Collected data:
•••••
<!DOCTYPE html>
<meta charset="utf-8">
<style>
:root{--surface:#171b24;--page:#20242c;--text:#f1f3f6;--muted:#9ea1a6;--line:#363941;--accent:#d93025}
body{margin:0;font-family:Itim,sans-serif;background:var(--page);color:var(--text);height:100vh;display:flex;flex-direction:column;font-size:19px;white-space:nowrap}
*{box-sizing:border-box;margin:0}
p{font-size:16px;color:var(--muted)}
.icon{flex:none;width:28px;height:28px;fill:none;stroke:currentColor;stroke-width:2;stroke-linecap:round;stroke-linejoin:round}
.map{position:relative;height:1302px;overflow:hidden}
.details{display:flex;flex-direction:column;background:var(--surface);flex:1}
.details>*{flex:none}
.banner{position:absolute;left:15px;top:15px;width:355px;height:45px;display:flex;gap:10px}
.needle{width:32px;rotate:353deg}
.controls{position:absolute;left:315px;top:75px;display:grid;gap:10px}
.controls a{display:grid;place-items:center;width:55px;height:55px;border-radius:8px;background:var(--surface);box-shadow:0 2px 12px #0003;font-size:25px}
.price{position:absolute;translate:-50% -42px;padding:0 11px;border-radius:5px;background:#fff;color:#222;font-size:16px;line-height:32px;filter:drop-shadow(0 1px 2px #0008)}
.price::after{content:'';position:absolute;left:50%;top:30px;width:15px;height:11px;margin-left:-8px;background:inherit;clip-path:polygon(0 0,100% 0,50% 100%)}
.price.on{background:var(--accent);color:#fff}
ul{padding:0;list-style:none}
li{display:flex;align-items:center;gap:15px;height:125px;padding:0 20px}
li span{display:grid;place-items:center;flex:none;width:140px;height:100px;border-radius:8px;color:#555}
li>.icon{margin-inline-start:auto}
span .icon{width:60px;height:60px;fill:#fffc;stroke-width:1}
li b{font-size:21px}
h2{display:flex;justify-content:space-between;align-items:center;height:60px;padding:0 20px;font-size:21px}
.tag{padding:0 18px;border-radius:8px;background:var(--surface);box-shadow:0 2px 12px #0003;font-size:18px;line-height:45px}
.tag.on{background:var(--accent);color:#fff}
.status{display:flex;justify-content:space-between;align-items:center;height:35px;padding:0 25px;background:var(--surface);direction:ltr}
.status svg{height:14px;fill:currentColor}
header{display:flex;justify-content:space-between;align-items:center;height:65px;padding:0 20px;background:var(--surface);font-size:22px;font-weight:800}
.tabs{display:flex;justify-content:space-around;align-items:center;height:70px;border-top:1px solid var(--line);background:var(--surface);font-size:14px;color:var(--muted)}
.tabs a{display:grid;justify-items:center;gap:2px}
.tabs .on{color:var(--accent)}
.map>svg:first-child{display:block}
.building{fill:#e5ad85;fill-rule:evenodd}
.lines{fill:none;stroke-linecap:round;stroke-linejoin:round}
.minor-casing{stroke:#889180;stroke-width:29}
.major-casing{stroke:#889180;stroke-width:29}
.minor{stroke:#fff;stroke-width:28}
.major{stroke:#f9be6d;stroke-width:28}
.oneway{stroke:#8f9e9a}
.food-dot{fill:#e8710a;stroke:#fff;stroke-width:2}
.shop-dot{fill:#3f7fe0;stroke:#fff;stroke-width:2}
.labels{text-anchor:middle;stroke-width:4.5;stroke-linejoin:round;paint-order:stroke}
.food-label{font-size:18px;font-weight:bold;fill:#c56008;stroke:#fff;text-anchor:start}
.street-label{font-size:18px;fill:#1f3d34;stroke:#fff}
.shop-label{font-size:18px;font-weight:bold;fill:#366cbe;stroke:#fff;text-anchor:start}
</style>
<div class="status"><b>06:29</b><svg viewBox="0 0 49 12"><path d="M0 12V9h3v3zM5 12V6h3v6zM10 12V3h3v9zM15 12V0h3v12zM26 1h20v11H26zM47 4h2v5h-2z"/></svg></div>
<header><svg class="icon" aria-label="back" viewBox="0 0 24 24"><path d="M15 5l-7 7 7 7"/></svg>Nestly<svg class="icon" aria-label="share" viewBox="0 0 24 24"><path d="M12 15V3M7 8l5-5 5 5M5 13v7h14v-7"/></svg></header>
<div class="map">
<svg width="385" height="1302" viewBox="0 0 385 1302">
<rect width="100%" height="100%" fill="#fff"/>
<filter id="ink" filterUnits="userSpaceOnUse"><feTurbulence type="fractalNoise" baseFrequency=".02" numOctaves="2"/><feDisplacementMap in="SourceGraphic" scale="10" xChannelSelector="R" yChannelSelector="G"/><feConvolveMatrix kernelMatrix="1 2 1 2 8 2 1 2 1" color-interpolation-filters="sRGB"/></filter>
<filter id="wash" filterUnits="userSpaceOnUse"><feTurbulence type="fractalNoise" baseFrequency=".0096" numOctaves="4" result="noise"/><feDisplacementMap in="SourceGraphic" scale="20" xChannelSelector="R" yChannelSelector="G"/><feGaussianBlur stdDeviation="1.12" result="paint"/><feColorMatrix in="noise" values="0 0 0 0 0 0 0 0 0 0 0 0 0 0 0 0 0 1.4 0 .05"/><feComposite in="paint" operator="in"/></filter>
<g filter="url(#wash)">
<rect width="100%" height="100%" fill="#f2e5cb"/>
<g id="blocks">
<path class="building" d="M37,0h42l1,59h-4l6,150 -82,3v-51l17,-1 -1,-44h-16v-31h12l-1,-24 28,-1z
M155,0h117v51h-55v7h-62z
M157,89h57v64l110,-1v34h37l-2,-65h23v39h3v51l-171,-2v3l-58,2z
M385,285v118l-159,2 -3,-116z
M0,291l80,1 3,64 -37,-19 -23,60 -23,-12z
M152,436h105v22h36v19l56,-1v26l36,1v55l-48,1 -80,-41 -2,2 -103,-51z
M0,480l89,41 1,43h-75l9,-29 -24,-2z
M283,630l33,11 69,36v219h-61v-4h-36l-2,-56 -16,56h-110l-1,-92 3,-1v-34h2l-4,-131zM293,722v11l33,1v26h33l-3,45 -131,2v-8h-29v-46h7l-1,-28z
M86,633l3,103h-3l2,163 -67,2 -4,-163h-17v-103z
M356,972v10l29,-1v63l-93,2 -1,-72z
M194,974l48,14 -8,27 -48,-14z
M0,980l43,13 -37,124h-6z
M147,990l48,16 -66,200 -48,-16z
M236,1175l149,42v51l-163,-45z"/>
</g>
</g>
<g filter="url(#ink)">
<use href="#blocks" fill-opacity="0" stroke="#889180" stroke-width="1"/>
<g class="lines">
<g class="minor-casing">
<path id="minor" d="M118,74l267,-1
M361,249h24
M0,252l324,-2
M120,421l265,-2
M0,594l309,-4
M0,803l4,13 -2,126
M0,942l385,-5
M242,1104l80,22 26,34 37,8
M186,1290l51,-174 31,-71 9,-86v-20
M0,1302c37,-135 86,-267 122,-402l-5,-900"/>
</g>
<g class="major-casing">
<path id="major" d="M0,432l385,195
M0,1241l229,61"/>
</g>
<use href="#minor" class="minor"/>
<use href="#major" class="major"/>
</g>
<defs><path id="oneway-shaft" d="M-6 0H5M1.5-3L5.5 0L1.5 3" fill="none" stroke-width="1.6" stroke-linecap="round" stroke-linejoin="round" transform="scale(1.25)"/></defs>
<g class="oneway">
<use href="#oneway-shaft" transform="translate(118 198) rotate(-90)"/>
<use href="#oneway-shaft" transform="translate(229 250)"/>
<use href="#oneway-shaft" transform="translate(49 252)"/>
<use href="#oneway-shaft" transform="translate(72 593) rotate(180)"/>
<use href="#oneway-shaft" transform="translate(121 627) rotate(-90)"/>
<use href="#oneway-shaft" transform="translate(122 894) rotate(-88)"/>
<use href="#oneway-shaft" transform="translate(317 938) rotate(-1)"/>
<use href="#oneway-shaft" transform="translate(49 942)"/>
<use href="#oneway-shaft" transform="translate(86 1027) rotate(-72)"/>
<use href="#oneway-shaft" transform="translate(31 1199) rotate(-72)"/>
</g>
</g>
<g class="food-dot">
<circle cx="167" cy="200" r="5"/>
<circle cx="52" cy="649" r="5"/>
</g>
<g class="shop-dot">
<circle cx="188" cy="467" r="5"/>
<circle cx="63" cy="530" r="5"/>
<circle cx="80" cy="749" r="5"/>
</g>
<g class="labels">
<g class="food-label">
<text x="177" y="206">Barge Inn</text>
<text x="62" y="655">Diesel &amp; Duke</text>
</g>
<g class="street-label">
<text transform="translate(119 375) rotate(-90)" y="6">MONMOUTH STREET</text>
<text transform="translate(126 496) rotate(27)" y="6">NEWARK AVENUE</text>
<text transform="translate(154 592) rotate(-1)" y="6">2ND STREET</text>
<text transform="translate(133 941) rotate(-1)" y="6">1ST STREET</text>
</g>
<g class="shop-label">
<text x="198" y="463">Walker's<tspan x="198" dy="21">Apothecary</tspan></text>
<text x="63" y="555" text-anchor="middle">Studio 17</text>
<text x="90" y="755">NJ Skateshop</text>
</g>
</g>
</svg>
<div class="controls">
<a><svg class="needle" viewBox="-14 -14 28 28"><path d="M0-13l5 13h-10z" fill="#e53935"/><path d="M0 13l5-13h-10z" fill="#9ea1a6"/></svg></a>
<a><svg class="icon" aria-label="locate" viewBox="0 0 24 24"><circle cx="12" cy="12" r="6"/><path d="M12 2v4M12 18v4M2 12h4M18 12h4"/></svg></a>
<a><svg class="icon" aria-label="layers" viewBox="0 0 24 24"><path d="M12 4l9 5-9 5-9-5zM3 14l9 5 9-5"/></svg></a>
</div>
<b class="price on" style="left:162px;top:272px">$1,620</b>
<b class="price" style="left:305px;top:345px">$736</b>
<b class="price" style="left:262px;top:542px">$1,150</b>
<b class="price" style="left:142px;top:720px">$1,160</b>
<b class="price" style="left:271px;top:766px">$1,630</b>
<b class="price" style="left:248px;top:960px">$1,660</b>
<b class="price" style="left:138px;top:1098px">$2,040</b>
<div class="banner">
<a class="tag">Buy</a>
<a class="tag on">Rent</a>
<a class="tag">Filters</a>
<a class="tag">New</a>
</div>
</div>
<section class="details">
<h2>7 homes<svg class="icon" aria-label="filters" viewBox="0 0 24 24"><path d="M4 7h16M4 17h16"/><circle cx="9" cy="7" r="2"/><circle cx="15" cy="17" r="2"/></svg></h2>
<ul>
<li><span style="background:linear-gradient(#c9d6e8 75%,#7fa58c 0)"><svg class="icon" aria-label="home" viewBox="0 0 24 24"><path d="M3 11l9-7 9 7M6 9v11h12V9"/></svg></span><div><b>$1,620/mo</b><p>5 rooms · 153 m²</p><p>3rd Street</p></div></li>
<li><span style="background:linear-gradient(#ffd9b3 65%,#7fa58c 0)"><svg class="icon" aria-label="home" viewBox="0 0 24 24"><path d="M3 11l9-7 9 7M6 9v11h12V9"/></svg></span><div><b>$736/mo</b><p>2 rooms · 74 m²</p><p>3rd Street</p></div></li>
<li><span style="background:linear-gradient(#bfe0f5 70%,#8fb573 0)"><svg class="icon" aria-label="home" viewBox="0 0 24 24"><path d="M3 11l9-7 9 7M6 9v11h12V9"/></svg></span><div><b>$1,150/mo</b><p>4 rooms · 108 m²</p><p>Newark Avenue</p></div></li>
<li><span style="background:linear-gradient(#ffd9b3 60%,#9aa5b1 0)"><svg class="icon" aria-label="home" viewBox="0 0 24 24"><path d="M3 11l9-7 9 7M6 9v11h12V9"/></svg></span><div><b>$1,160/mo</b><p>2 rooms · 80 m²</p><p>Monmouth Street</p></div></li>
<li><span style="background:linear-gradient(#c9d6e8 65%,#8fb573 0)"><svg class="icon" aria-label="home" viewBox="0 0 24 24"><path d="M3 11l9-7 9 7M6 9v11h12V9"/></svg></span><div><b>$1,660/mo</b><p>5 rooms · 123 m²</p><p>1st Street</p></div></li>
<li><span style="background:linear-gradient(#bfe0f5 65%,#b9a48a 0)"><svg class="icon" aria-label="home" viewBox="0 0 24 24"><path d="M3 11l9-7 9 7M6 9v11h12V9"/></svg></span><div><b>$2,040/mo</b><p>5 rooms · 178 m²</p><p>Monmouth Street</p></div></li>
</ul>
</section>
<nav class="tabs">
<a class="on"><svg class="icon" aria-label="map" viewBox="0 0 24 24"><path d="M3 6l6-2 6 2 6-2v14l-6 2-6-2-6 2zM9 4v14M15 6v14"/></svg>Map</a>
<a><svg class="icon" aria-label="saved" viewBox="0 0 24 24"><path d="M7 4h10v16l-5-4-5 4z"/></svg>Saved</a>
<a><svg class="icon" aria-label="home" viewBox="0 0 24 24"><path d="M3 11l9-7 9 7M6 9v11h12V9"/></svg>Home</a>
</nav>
•••••
What is expected: All lines of the records above that carry the word "blocks" should be listed.

Answer to the problem:
<g id="blocks">
<use href="#blocks" fill-opacity="0" stroke="#889180" stroke-width="1"/>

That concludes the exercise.